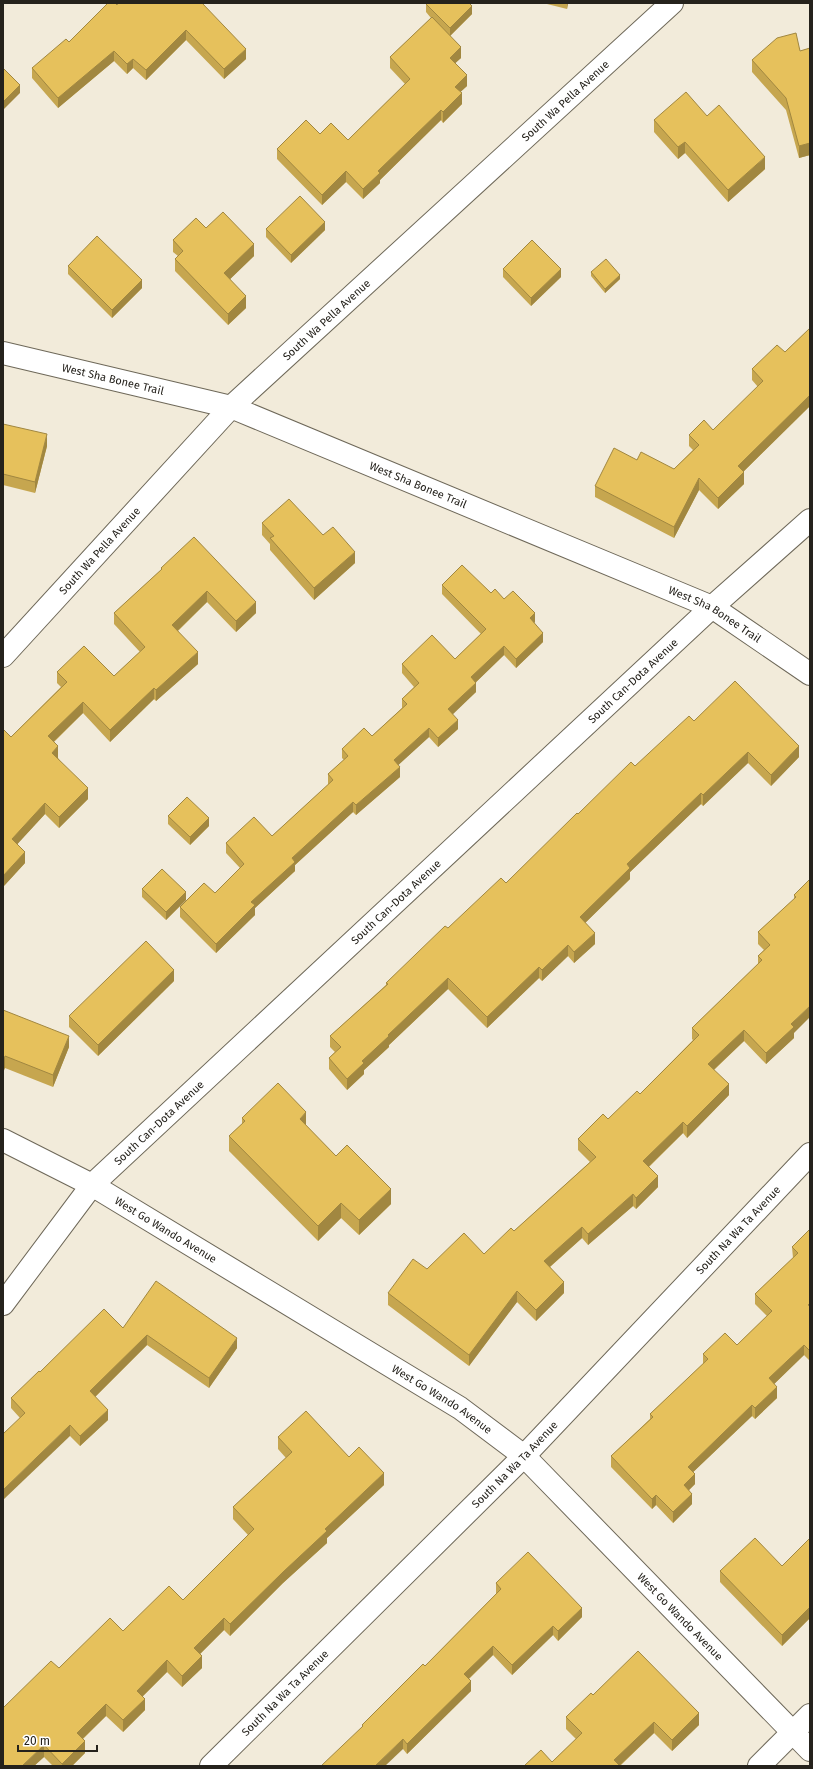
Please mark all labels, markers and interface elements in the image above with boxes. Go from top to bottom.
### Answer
street label: South Wa Pella Avenue [519,58,612,144]
street label: South Wa Pella Avenue [280,277,373,363]
street label: West Sha Bonee Trail [61,361,165,398]
street label: West Sha Bonee Trail [367,459,469,511]
street label: South Wa Pella Avenue [57,505,143,597]
street label: West Sha Bonee Trail [666,584,763,646]
street label: South Can-Dota Avenue [586,636,681,726]
street label: South Can-Dota Avenue [349,857,444,947]
street label: South Can-Dota Avenue [112,1078,207,1168]
street label: South Na Wa Ta Avenue [694,1183,783,1277]
street label: West Go Wando Avenue [112,1194,219,1266]
street label: West Go Wando Avenue [389,1362,494,1437]
street label: South Na Wa Ta Avenue [469,1419,561,1511]
street label: West Go Wando Avenue [634,1570,725,1663]
street label: South Na Wa Ta Avenue [239,1647,331,1739]
scale bar [18,1727,97,1753]
text: 20 m [24,1734,50,1748]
--
#### Task objective:
Every entry above is to be repeated word for word, with all pictures omitted.

#### Response below:
Please mark all labels, markers and interface elements in the image above with boxes. Go from top to bottom.
### Answer
street label: South Wa Pella Avenue [519,58,612,144]
street label: South Wa Pella Avenue [280,277,373,363]
street label: West Sha Bonee Trail [61,361,165,398]
street label: West Sha Bonee Trail [367,459,469,511]
street label: South Wa Pella Avenue [57,505,143,597]
street label: West Sha Bonee Trail [666,584,763,646]
street label: South Can-Dota Avenue [586,636,681,726]
street label: South Can-Dota Avenue [349,857,444,947]
street label: South Can-Dota Avenue [112,1078,207,1168]
street label: South Na Wa Ta Avenue [694,1183,783,1277]
street label: West Go Wando Avenue [112,1194,219,1266]
street label: West Go Wando Avenue [389,1362,494,1437]
street label: South Na Wa Ta Avenue [469,1419,561,1511]
street label: West Go Wando Avenue [634,1570,725,1663]
street label: South Na Wa Ta Avenue [239,1647,331,1739]
scale bar [18,1727,97,1753]
text: 20 m [24,1734,50,1748]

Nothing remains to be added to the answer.